Papers
arxiv:2401.09084

UniVG: Towards UNIfied-modal Video Generation

Published on Jan 17
· Submitted by akhaliq on Jan 18
Authors:
,
,
,

Abstract

Diffusion based video generation has received extensive attention and achieved considerable success within both the academic and industrial communities. However, current efforts are mainly concentrated on single-objective or single-task video generation, such as generation driven by text, by image, or by a combination of text and image. This cannot fully meet the needs of real-world application scenarios, as users are likely to input images and text conditions in a flexible manner, either individually or in combination.
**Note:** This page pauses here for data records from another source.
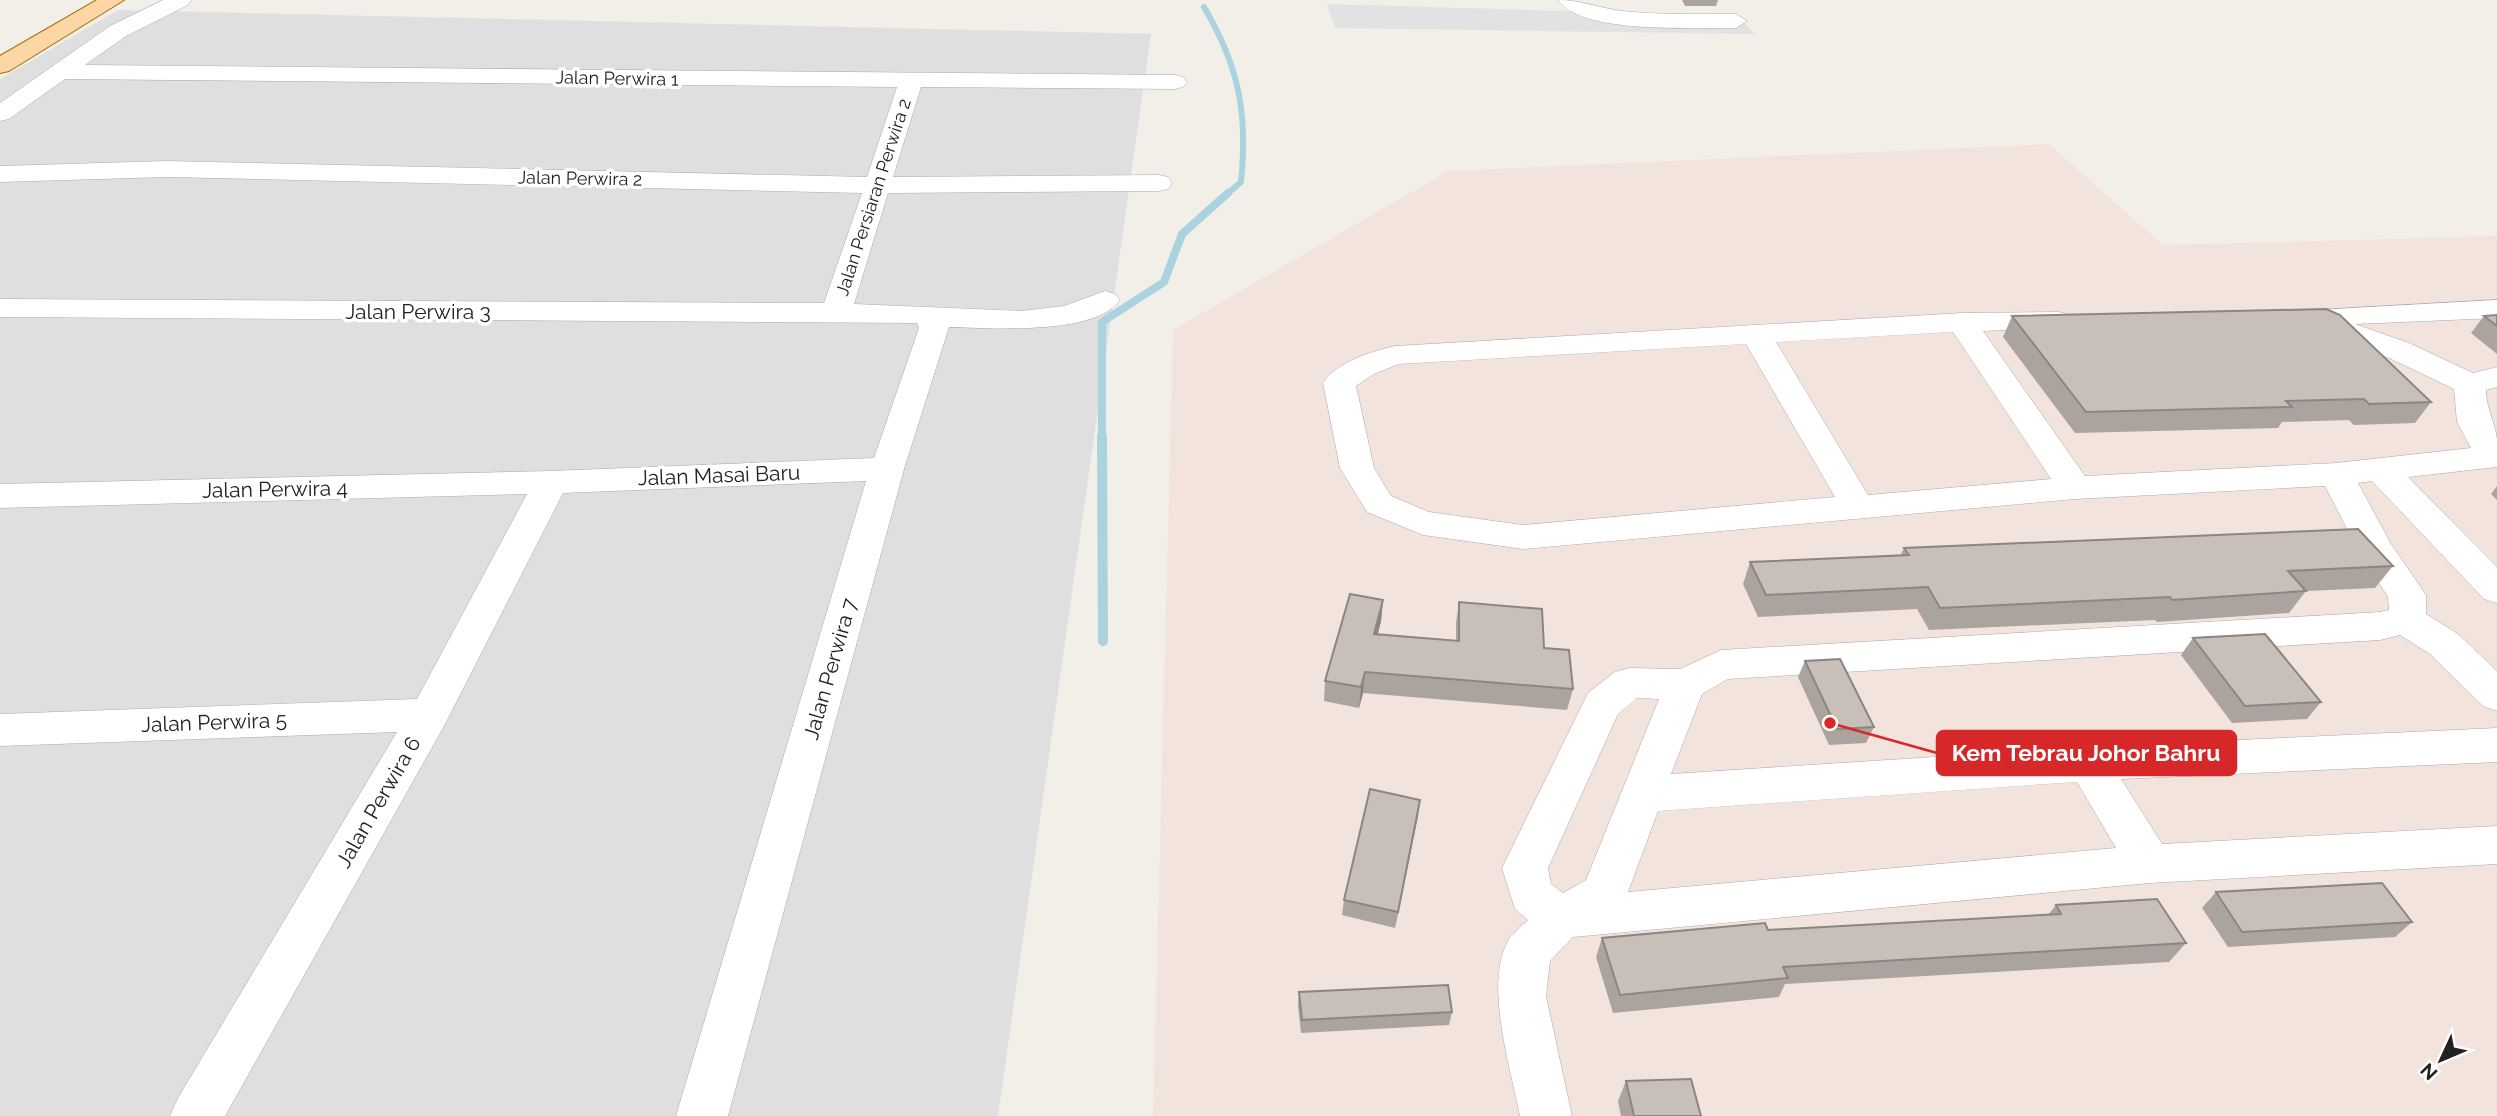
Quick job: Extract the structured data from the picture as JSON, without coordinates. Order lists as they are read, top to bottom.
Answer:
{
  "streets": {
    "street": [
      "Jalan Perwira 1",
      "Jalan Perwira 2",
      "Jalan Persiaran Perwira 2",
      "Jalan Perwira 3",
      "Jalan Masai Baru",
      "Jalan Perwira 4",
      "Jalan Perwira 7",
      "Jalan Perwira 5",
      "Jalan Perwira 6"
    ]
  },
  "crossings": [
    ["Jalan Perwira 1", "Jalan Persiaran Perwira 2"],
    ["Jalan Perwira 2", "Jalan Persiaran Perwira 2"],
    ["Jalan Persiaran Perwira 2", "Jalan Perwira 3"],
    ["Jalan Masai Baru", "Jalan Perwira 4"],
    ["Jalan Masai Baru", "Jalan Perwira 7"],
    ["Jalan Masai Baru", "Jalan Perwira 6"],
    ["Jalan Perwira 4", "Jalan Perwira 6"],
    ["Jalan Perwira 5", "Jalan Perwira 6"]
  ],
  "places": ["Kem Tebrau Johor Bahru"],
  "north": "bottom left"
}
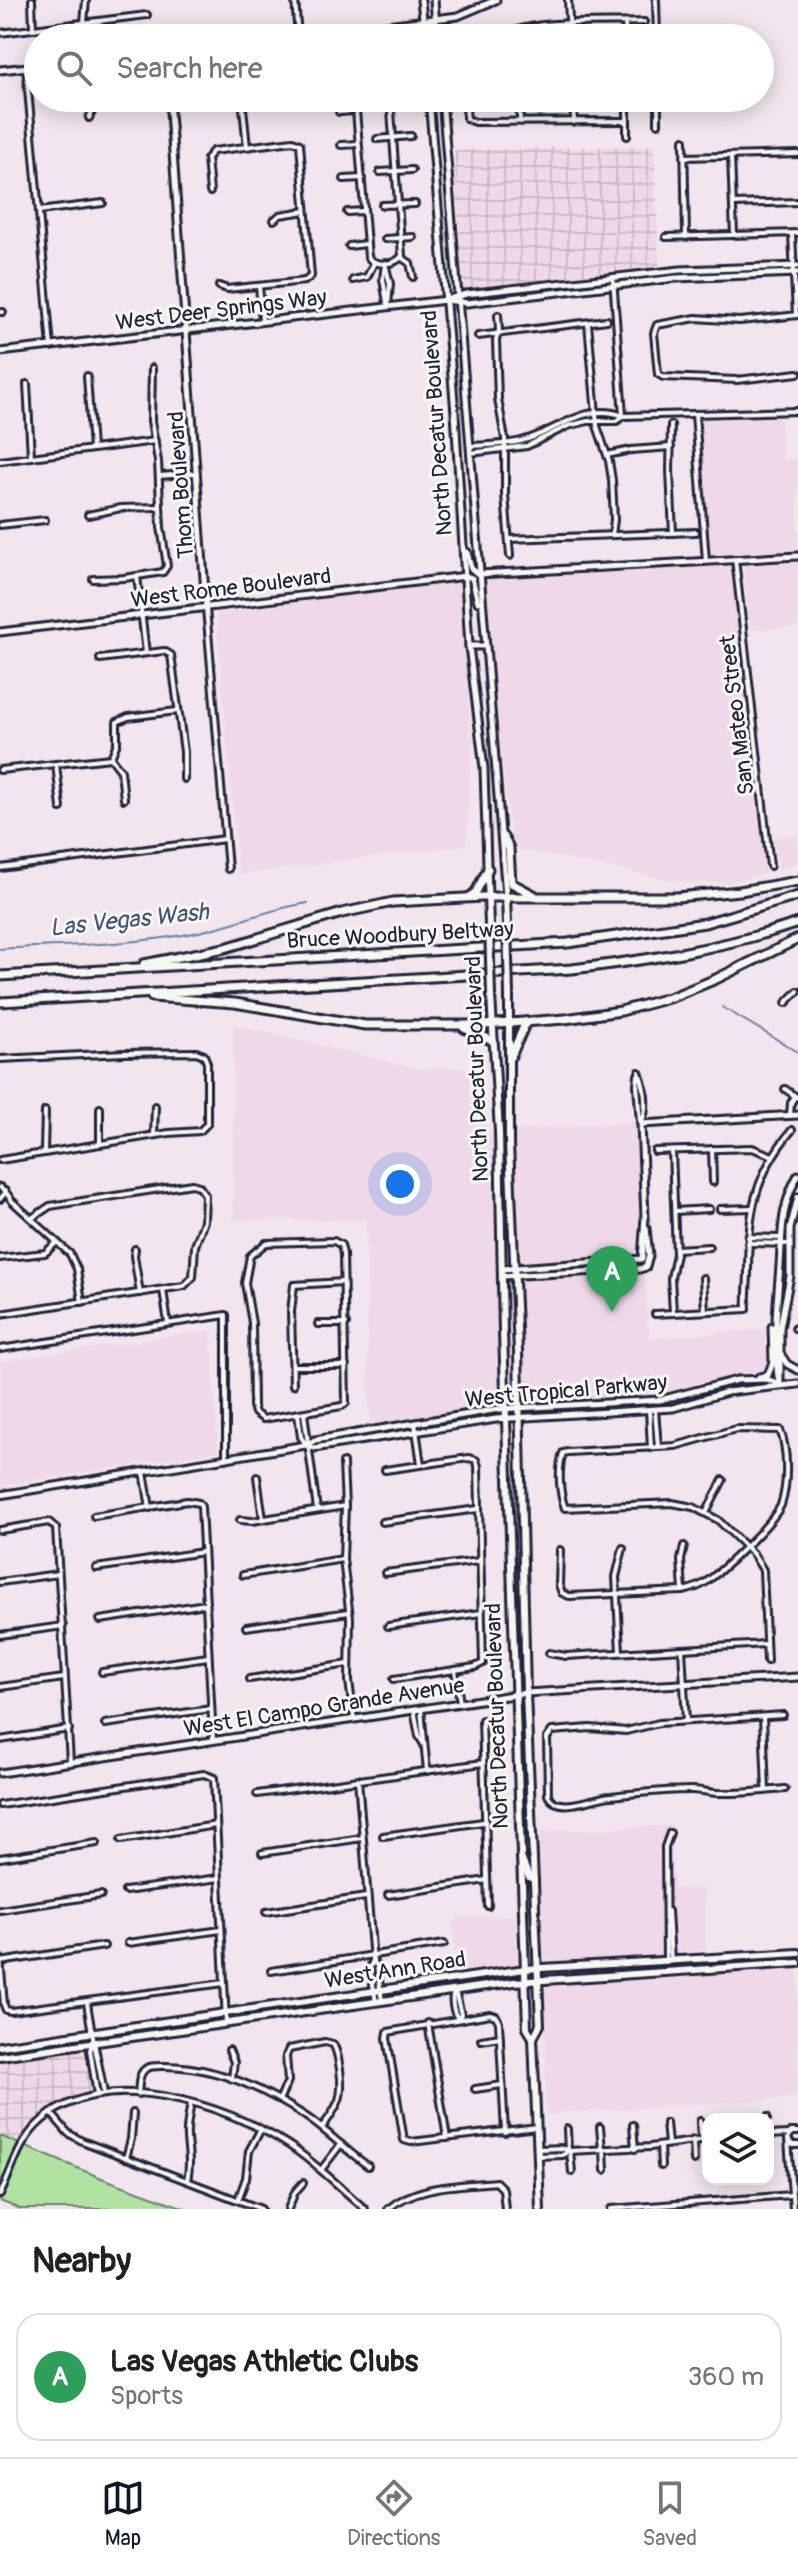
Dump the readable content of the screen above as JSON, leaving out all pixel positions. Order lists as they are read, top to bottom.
{
  "streets": {
    "highway": ["Bruce Woodbury Beltway"],
    "main road": [
      "West Deer Springs Way",
      "North Decatur Boulevard",
      "Thom Boulevard",
      "West Rome Boulevard",
      "West Tropical Parkway",
      "West El Campo Grande Avenue",
      "West Ann Road"
    ],
    "street": ["San Mateo Street"]
  },
  "crossings": [
    ["West Deer Springs Way", "North Decatur Boulevard"],
    ["West Deer Springs Way", "Thom Boulevard"],
    ["North Decatur Boulevard", "West Rome Boulevard"],
    ["North Decatur Boulevard", "West Tropical Parkway"],
    ["North Decatur Boulevard", "West El Campo Grande Avenue"],
    ["North Decatur Boulevard", "West Ann Road"],
    ["Thom Boulevard", "West Rome Boulevard"]
  ],
  "water": ["Las Vegas Wash"],
  "page": {
    "search": "Search here",
    "pins": "A",
    "heading": "Nearby",
    "list": [
      {
        "mark": "A",
        "name": "Las Vegas Athletic Clubs",
        "note": "Sports",
        "value": "360 m"
      }
    ],
    "nav": ["Map", "Directions", "Saved"]
  }
}
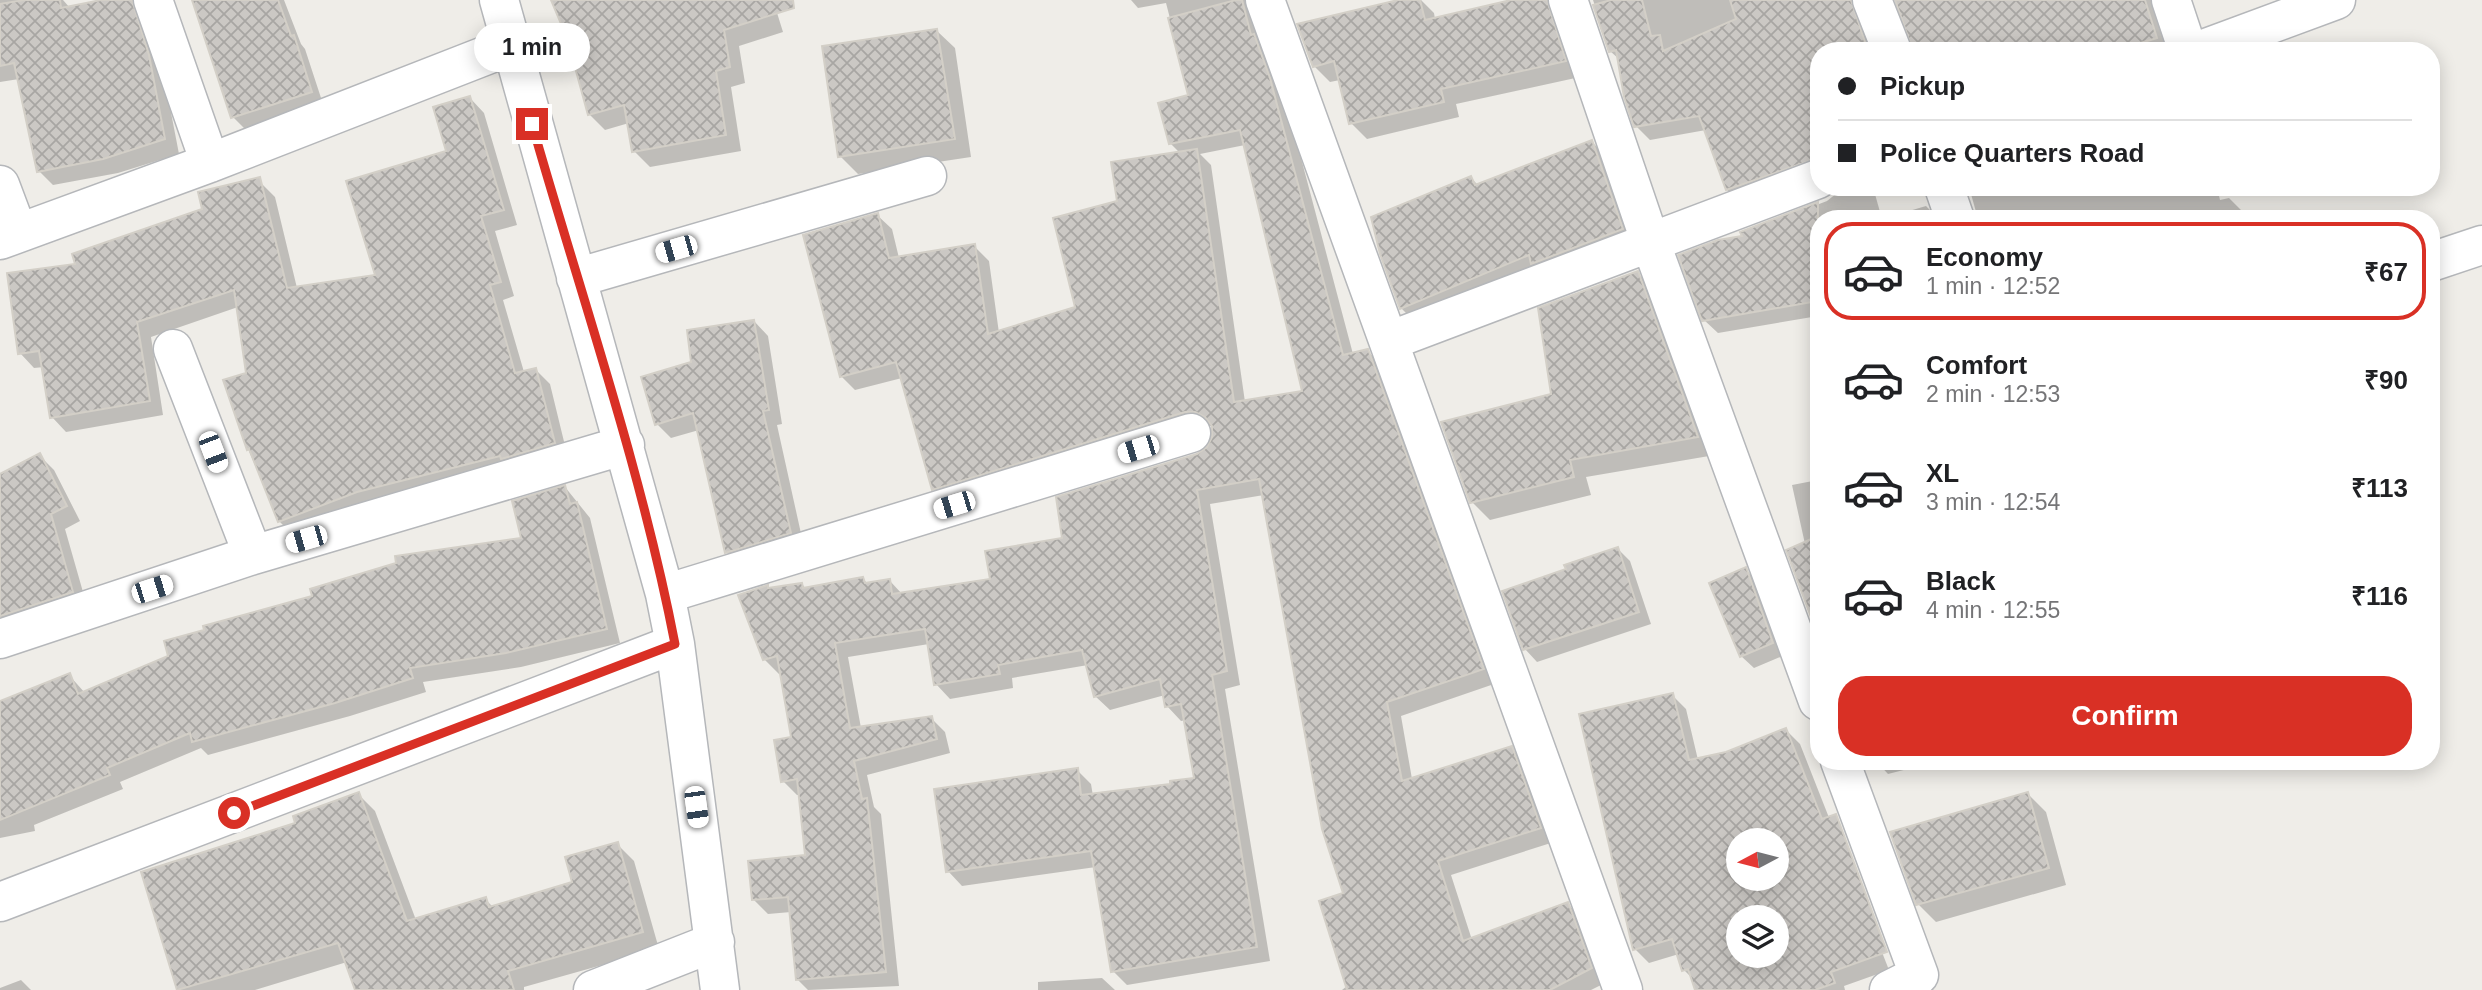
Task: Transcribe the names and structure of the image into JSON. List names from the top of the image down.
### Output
{
  "north": "left",
  "page": {
    "bubble": "1 min",
    "banner": ["Pickup", "Police Quarters Road"],
    "list": [
      {
        "name": "Economy",
        "note": "1 min · 12:52",
        "value": "₹67"
      },
      {
        "name": "Comfort",
        "note": "2 min · 12:53",
        "value": "₹90"
      },
      {
        "name": "XL",
        "note": "3 min · 12:54",
        "value": "₹113"
      },
      {
        "name": "Black",
        "note": "4 min · 12:55",
        "value": "₹116"
      }
    ],
    "buttons": "Confirm"
  }
}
To address this, we propose a Unified-modal Video Genearation system that is capable of handling multiple video generation tasks across text and image modalities. To this end, we revisit the various video generation tasks within our system from the perspective of generative freedom, and classify them into high-freedom and low-freedom video generation categories. For high-freedom video generation, we employ Multi-condition Cross Attention to generate videos that align with the semantics of the input images or text. For low-freedom video generation, we introduce Biased Gaussian Noise to replace the pure random Gaussian Noise, which helps to better preserve the content of the input conditions. Our method achieves the lowest Fr\'echet Video Distance (FVD) on the public academic benchmark MSR-VTT, surpasses the current open-source methods in human evaluations, and is on par with the current close-source method Gen2. For more samples, visit https://univg-baidu.github.io.

Community

38169982-d9ba-4c5d-b483-5e5c02890827.webp

This comment has been hidden
This comment has been hidden

car

生成一只哈士奇在海边散步的视频

No matter how beautiful the scenery is, if you have passed by, you must leave.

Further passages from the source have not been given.